Task details: The full listing, excluding its pictures, should be printed exactly as it stands.

Data below:
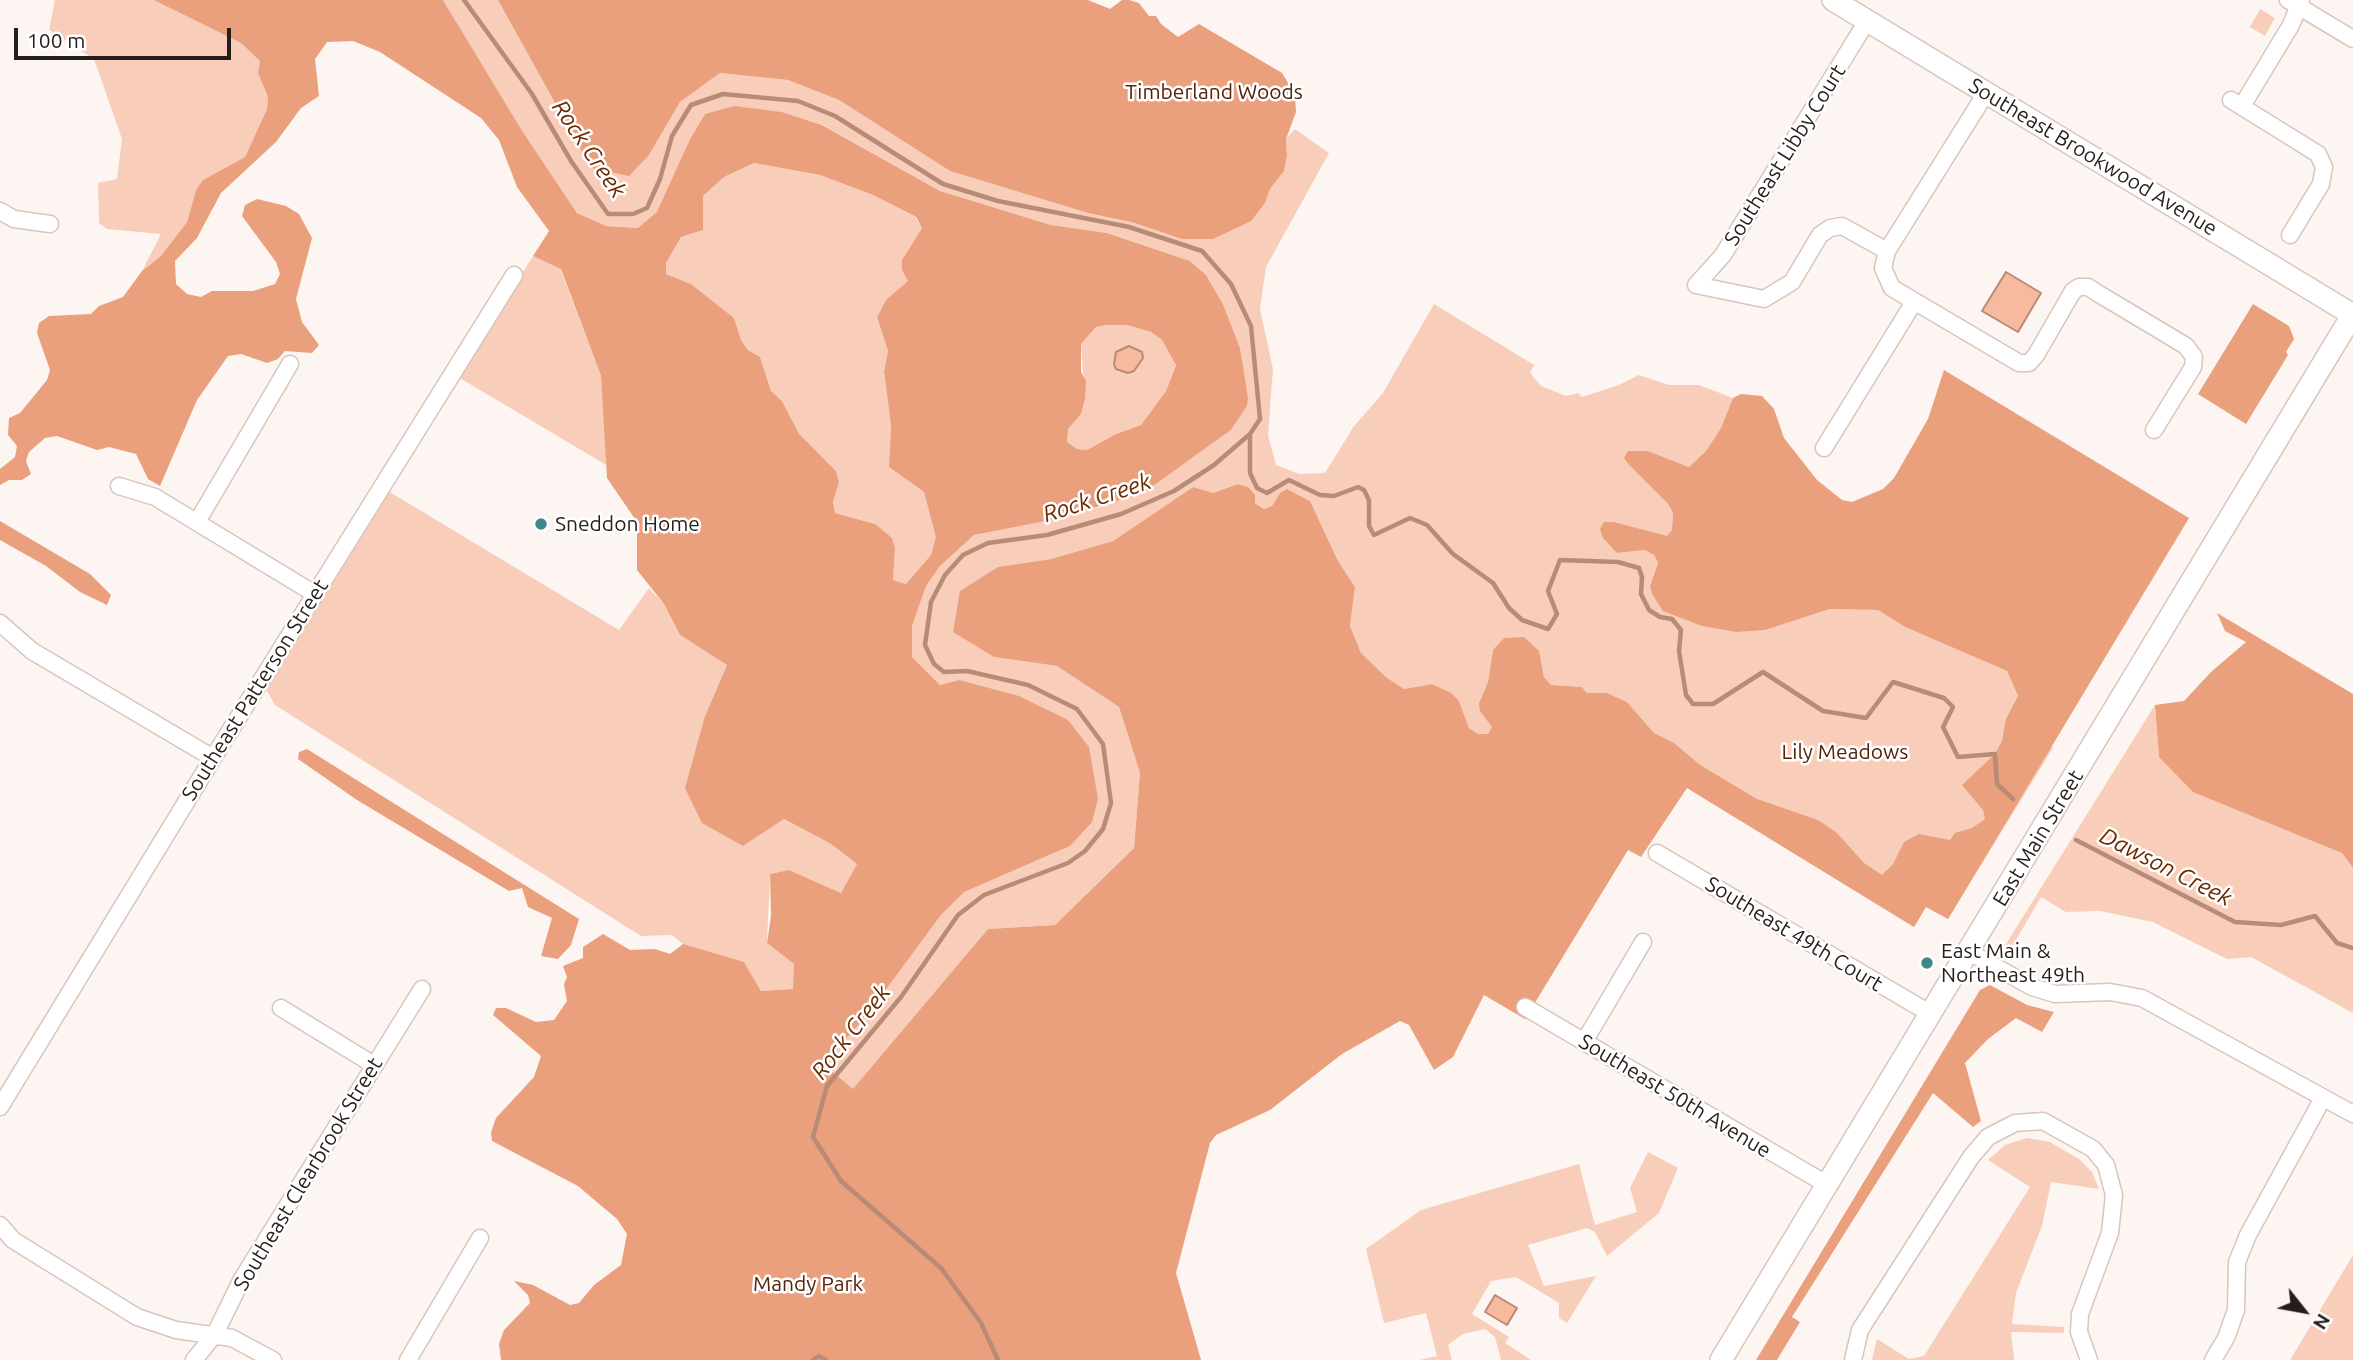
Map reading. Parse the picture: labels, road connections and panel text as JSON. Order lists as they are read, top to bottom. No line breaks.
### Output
{"streets":{"main road":["Southeast Brookwood Avenue","East Main Street"],"street":["Southeast Libby Court","Southeast Patterson Street","Southeast 49th Court","Southeast 50th Avenue","Southeast Clearbrook Street"]},"crossings":[["Southeast Libby Court","Southeast Brookwood Avenue"],["Southeast Brookwood Avenue","East Main Street"],["East Main Street","Southeast 49th Court"],["East Main Street","Southeast 50th Avenue"]],"water":["Rock Creek","Dawson Creek"],"parks":["Timberland Woods","Lily Meadows","Mandy Park"],"places":["Sneddon Home","East Main & Northeast 49th"],"scale_bar":"100 m","north":"bottom right"}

Answer:
Map reading. Parse the picture: labels, road connections and panel text as JSON. Order lists as they are read, top to bottom. No line breaks.
### Output
{"streets":{"main road":["Southeast Brookwood Avenue","East Main Street"],"street":["Southeast Libby Court","Southeast Patterson Street","Southeast 49th Court","Southeast 50th Avenue","Southeast Clearbrook Street"]},"crossings":[["Southeast Libby Court","Southeast Brookwood Avenue"],["Southeast Brookwood Avenue","East Main Street"],["East Main Street","Southeast 49th Court"],["East Main Street","Southeast 50th Avenue"]],"water":["Rock Creek","Dawson Creek"],"parks":["Timberland Woods","Lily Meadows","Mandy Park"],"places":["Sneddon Home","East Main & Northeast 49th"],"scale_bar":"100 m","north":"bottom right"}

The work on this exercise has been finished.